LETOJANNI – Il Genio civile di Messina ha deciso che, per motivi di sicurezza e a tutela dell’incolumità dei cittadini, a Letojanni le bretelle realizzate nell’alveo del torrente Silemi, nonché la strada che conduce al depuratore consortile di depurazione, per la parte che si snoda sul torrente S. Filippo, vanno eliminate. Una decisione fortemente contrastata dall’amministrazione comunale del sindaco Alessandro Costa, che, ha già presentato ricorso al Tar di Catania avverso l’ordinanza firmata dal dirigente del Genio civile, Gaetano Sciacca. Del resto gli amministratori di Letojanni non avevano altra scelta per cercare di tutelare le giuste esigenze dei cittadini, in quanto le strade di cui si vuole lo smantellamento rappresentano l’unica via di accesso alle due maggiori zone residenziali della cittadina con la presenza di importanti strutture ricettive, così come assicurano il collegamento tra la strada statale 114 e l’impianto consortile di depurazione, strada che peraltro era stata realizzata con il parere favorevole degli enti interessati sul greto del torrente S. Filippo.
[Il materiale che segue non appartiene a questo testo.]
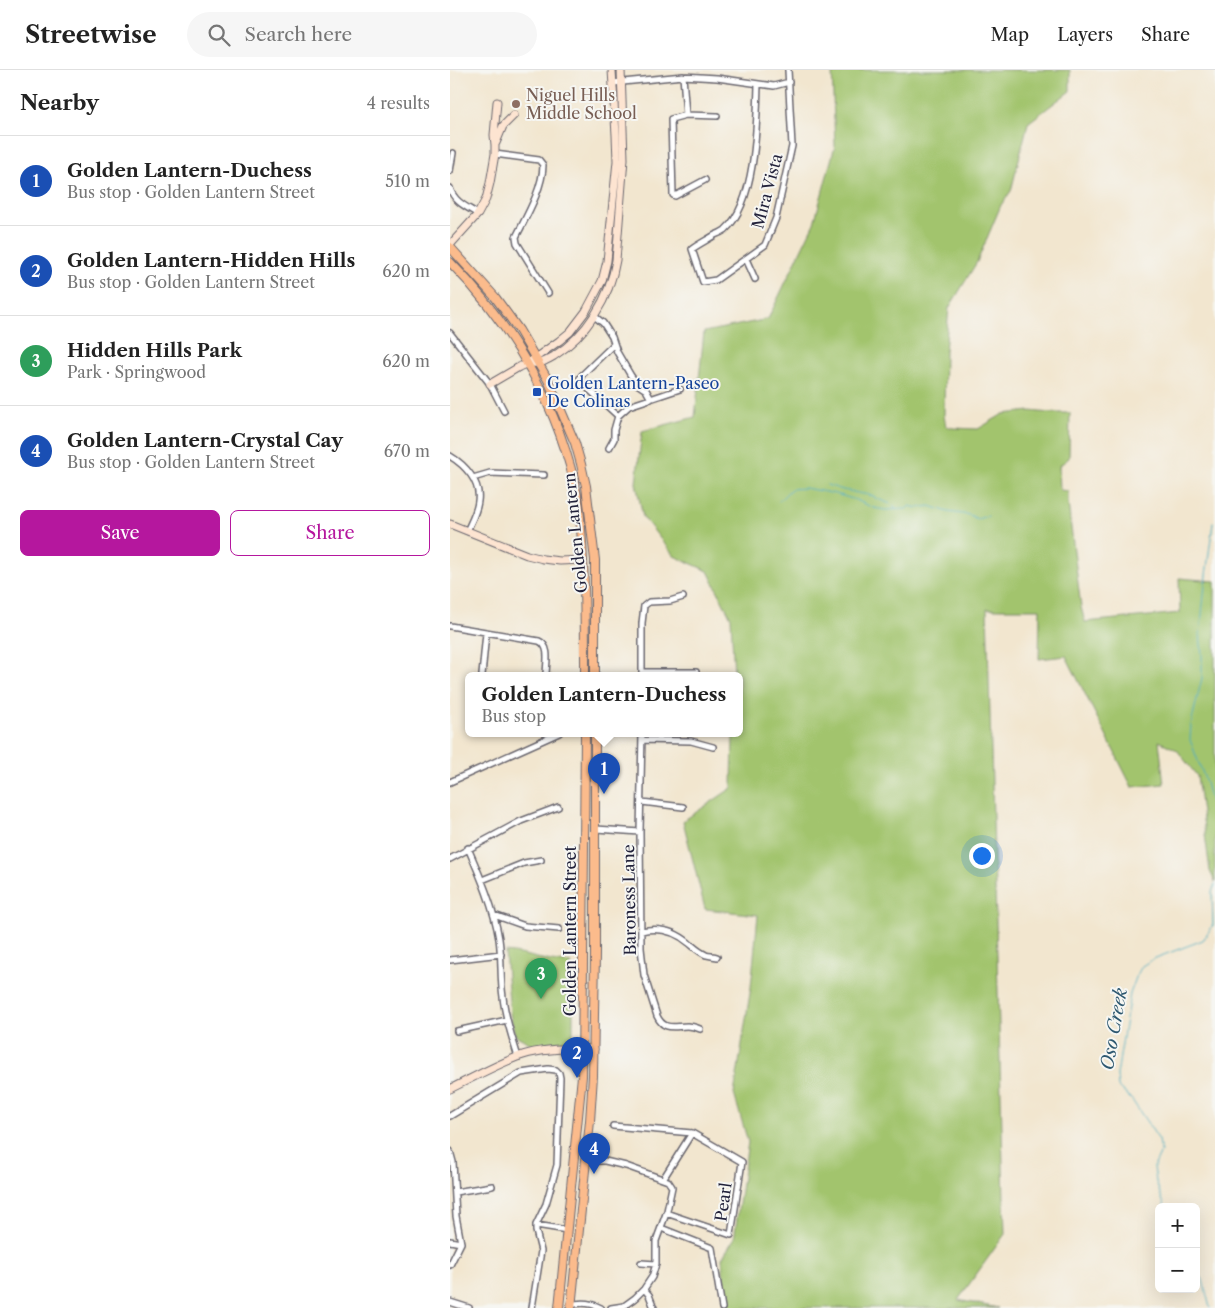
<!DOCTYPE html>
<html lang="en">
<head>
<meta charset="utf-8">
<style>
  :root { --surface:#fff; --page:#f6f6f6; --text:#222; --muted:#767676; --line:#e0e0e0; --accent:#b5179e }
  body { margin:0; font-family:"Libre Caslon Text",serif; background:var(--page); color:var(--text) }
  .controls { position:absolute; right:15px; bottom:15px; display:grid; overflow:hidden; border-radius:8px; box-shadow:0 5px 20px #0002 }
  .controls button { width:45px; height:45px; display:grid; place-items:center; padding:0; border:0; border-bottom:1px solid var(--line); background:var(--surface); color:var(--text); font:25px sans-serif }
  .you { position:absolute; left:531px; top:785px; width:18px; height:18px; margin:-12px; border:4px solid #fff; border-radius:50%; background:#1a73e8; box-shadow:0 0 0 8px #1a73e833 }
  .badge { display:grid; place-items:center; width:32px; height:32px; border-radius:50%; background:var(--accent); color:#fff; font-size:16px; font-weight:700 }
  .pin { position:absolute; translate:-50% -41px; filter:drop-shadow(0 1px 2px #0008) }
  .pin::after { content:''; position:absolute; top:26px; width:18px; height:15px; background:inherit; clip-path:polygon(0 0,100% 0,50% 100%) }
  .popup { position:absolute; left:15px; top:602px; width:278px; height:65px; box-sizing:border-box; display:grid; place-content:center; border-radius:8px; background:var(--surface); filter:drop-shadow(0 1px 4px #0005); font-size:16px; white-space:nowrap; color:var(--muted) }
  .popup b { font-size:19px; color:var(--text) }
  .popup::after { content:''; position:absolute; left:50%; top:100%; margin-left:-10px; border:10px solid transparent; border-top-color:var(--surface) }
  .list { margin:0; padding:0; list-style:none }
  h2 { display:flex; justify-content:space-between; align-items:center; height:65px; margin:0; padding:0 20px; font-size:21px }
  h2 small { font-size:16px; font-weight:400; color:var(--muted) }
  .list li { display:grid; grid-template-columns:32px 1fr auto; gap:15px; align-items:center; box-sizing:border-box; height:90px; padding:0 20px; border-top:1px solid var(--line) }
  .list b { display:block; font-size:19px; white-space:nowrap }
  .list p { margin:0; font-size:16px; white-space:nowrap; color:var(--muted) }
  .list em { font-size:16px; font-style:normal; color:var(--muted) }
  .actions { display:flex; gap:10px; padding:15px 20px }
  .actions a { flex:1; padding:11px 0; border:1px solid var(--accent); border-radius:8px; text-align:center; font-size:18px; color:var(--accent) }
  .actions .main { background:var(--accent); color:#fff }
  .icon { flex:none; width:28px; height:28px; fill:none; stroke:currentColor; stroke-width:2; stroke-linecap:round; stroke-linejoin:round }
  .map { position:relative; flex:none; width:765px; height:1238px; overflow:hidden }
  header { display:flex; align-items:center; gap:30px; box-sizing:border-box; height:70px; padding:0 25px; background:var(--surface); border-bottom:1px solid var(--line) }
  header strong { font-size:24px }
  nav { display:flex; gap:28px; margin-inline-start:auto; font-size:18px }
  .search { width:350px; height:45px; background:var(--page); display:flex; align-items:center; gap:12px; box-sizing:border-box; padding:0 18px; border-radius:28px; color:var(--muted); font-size:19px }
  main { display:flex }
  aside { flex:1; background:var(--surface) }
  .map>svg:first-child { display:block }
  .green { fill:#a2c46d; stroke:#627354 }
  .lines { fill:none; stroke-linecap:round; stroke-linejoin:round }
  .stream { stroke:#40aac0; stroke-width:1 }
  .street-casing { stroke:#6b676f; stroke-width:8 }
  .secondary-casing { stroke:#6b676f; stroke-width:9 }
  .primary-casing { stroke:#6b676f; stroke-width:10 }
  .street { stroke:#fff; stroke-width:5 }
  .secondary { stroke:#fde4d1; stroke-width:7 }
  .primary { stroke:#fbbb8c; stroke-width:8 }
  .education-dot { fill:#8d6e63; stroke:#f6f6f2; stroke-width:2 }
  .transit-dot { fill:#1a4fb4; stroke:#f6f6f2; stroke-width:2 }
  .labels { text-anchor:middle; stroke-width:4; stroke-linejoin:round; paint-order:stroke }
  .education-label { font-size:16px; fill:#785e54; stroke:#f6f6f2; text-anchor:start }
  .street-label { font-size:16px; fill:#22223b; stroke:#f6f6f2 }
  .transit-label { font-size:16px; fill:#164399; stroke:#f6f6f2; text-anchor:start }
  .water-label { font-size:18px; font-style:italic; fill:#2e5870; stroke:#f6f6f2 }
</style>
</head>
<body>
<header>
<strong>Streetwise</strong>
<div class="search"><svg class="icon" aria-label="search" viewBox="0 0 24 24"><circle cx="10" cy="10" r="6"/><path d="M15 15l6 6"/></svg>Search here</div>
<nav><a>Map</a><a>Layers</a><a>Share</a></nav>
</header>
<main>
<aside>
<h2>Nearby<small>4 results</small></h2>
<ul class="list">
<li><span class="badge" style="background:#1a4fb4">1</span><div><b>Golden Lantern-Duchess</b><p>Bus stop · Golden Lantern Street</p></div><em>510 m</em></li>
<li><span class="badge" style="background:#1a4fb4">2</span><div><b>Golden Lantern-Hidden Hills</b><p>Bus stop · Golden Lantern Street</p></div><em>620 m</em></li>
<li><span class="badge" style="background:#2e9e5b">3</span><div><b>Hidden Hills Park</b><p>Park · Springwood</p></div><em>620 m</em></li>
<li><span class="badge" style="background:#1a4fb4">4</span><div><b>Golden Lantern-Crystal Cay</b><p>Bus stop · Golden Lantern Street</p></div><em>670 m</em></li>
</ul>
<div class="actions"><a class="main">Save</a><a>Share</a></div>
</aside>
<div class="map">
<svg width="765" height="1238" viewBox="0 0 765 1238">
  <rect width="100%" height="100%" fill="#f6f6f2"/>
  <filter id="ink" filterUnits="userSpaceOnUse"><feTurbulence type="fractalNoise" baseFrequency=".02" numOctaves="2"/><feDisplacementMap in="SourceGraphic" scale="10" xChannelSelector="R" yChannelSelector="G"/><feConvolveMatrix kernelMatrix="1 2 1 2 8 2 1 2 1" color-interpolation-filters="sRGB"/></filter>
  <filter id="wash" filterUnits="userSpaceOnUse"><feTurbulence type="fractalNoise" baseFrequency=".0096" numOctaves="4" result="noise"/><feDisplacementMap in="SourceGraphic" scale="20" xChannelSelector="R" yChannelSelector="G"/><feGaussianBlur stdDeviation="1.12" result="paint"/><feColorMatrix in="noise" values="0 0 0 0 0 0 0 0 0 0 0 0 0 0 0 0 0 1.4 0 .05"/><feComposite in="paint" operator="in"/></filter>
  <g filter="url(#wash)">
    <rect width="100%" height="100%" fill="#f2e6cf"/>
    <path class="green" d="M382 0H620V21L578 53 561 121 551 135 527 192 499 238 495 282 494 346 496 356 503 358 528 359 553 344 580 341 600 343H620L619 388 609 396 610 420 618 421V433L631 537 635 552 730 543 729 508 765 511V812L760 801 747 706 727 680 709 671 714 714 682 717 616 586 589 589 590 539H537L555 1164 508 1230 548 1238H276L272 1188 284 1169 298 1072 284 1024 301 917 308 845 255 839 233 751 282 718 283 663H289V605H284L281 548 258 501 224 486 193 447 186 413 192 361 245 347 254 262 318 249 364 153 385 76Z
      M55 882C78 884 99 893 121 893L123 912V966L120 971 83 975 65 965 60 944Z"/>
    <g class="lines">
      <path class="stream" d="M377 415 393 420 424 426 425 428 441 434 446 439
        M329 431 341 419 355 418 386 424 406 430 424 438 435 440 456 439 460 436 467 438 480 436 498 442 520 445 527 449 538 446
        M763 453 756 505 750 564 752 585V608L741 654 740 670 755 709 765 746
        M715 1137 706 1112 704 1097 711 1082 709 1070 682 1030 668 1017 667 1005 680 924 687 905 692 896 703 889 753 870 763 855 762 822 765 814
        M746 1197 753 1210 760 1238"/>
    </g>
  </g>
  <g filter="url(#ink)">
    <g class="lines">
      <defs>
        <path id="street" d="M233 6 236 45
          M163 13 233 6 267 8 324 16 339 12
          M308 14C307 53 306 133 275 160 272 162 268 164 265 165 257 170 249 174 242 179L253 212 266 210 315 175 326 148 342 76 338 0
          M45 84 89 90 93 95C93 118 76 147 66 167L67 173 98 223
          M0 101 3 83
          M255 110 225 126 223 125 221 49 236 45 267 46
          M0 118C4 132 17 137 28 144
          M296 189 305 209
          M144 246 153 253 162 267 167 282 181 306 187 314 196 320 201 329
          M0 263 40 314 54 341
          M164 274 132 305 130 308 131 312 168 346
          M159 378 164 369V360L168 346 179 336 230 319
          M0 386C15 395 31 412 28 431 27 442 21 452 17 461
          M23 408 40 403 94 405
          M0 556 89 571C101 576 96 594 96 605
          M192 602H246
          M32 605 36 563
          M192 605V553L194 536 199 532 220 531 233 527
          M192 663 190 762 191 878 194 905 207 946C214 961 224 956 237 956 242 956 245 957 250 959
          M192 670 241 671 263 677
          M0 712 109 663
          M192 732 233 737
          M146 759 190 762
          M18 778C31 808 44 838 49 869 52 888 50 908 53 927 55 948 62 967 68 987
          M0 789 71 751 108 737
          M32 810 74 793 91 790
          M44 845 75 856 109 859
          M191 861C209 857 225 861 239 873 244 877 249 882 256 885 259 886 264 886 267 887
          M0 890 51 884
          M7 961 57 950
          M0 1046 71 1003 98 999 106 1000 109 1003 110 1008 107 1095 96 1134 86 1155V1161L91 1181 82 1238
          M163 1056 242 1063 292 1092 281 1165 216 1143
          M0 1081 3 1092 6 1146 11 1173 0 1195
          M136 1091H155L176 1096 218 1111 222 1117 217 1141 206 1171V1194L202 1207 194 1219 185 1228 174 1236 161 1238
          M213 1109 242 1063
          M5 1122 42 1116
          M86 1155 117 1160
          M211 1158 262 1178 272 1238
          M0 1171 11 1173
          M191 1193 206 1194
          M194 1219 199 1225 204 1238
          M0 1232 19 1238
          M121 1235C131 1232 141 1233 151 1238"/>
        <path id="secondary" d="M46 73 53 56 64 45
          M0 175 28 144 36 129 40 113 45 84V75L44 65 47 32
          M83 293C91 294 97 290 104 286 137 265 160 228 166 190L174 89 171 0
          M40 314 69 297 78 293 109 271 120 262 136 241 152 211 157 191 167 91 166 65 162 0
          M0 454 77 485 93 489 110 491 133 490
          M0 1019C22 1008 44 996 67 987 90 978 119 978 144 979"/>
        <path id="primary" d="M0 177 45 227 69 260 98 310 125 373 131 394 136 416 145 490V605
          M0 192C64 257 111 340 128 430 131 450 132 471 133 491 135 529 135 567 135 605
          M109 1238 132 1006 135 663
          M121 1238 140 1051 143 1006 145 884V663"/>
      </defs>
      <use href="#street" class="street-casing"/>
      <use href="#secondary" class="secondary-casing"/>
      <use href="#primary" class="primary-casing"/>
      <use href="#street" class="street"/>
      <use href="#secondary" class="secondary"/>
      <use href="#primary" class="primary"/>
    </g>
  </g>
  <circle class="education-dot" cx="66" cy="34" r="5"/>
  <rect class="transit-dot" x="82" y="317" width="10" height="10" rx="2.5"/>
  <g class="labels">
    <g class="education-label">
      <text x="76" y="31">Niguel Hills<tspan x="76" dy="18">Middle School</tspan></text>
    </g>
    <g class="street-label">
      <text transform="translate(317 121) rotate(-75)" y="6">Mira Vista</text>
      <text transform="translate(125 463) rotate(-96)" y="6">Golden Lantern</text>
      <text transform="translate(179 830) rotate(-91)" y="6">Baroness Lane</text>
      <text transform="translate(120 861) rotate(-90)" y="6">Golden Lantern Street</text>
      <text transform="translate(273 1132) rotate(-82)" y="6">Pearl</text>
    </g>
    <g class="transit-label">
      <text x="97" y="319">Golden Lantern-Paseo<tspan x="97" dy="18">De Colinas</tspan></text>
    </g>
    <g class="water-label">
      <text transform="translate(664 959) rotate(-80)" y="6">Oso Creek</text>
    </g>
  </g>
</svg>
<div class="controls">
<button>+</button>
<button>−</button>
</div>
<div class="you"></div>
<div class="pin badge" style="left:154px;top:724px;background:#1a4fb4">1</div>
<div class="popup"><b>Golden Lantern-Duchess</b>Bus stop</div>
<div class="pin badge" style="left:127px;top:1008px;background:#1a4fb4">2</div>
<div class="pin badge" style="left:91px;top:929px;background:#2e9e5b">3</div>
<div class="pin badge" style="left:144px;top:1104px;background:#1a4fb4">4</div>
</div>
</main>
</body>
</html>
Ora, che ci sia la necessità, dopo le tragiche alluvioni di Scaletta e Giampilieri, di tutelare l’incolumità dei cittadini e, vorremmo aggiungere togliersi ogni responsabilità da parte degli enti responsabili, non c’è alcun dubbio. Ma bisogna pure dire che l’Amministrazione del sindaco Costa deve a tutti i costi cercare di impedire che tale disegno si realizzi per non lasciare isolata una buona parte del paese. Ragionevolezza e un minimo di organizzazione avrebbero voluto che prima di ordinare lo smantellamento delle bretelle e della strada che attraversa gli alvei dei torrenti, ci si adoperasse a trovare una soluzione alternativa che consenta ai cittadini che abitano nella parte alta di Letojanni di raggiungere le loro abitazioni e alle strutture ricettive di poter tranquillamente continuare a ricevere i turisti, evitando danni anche economici.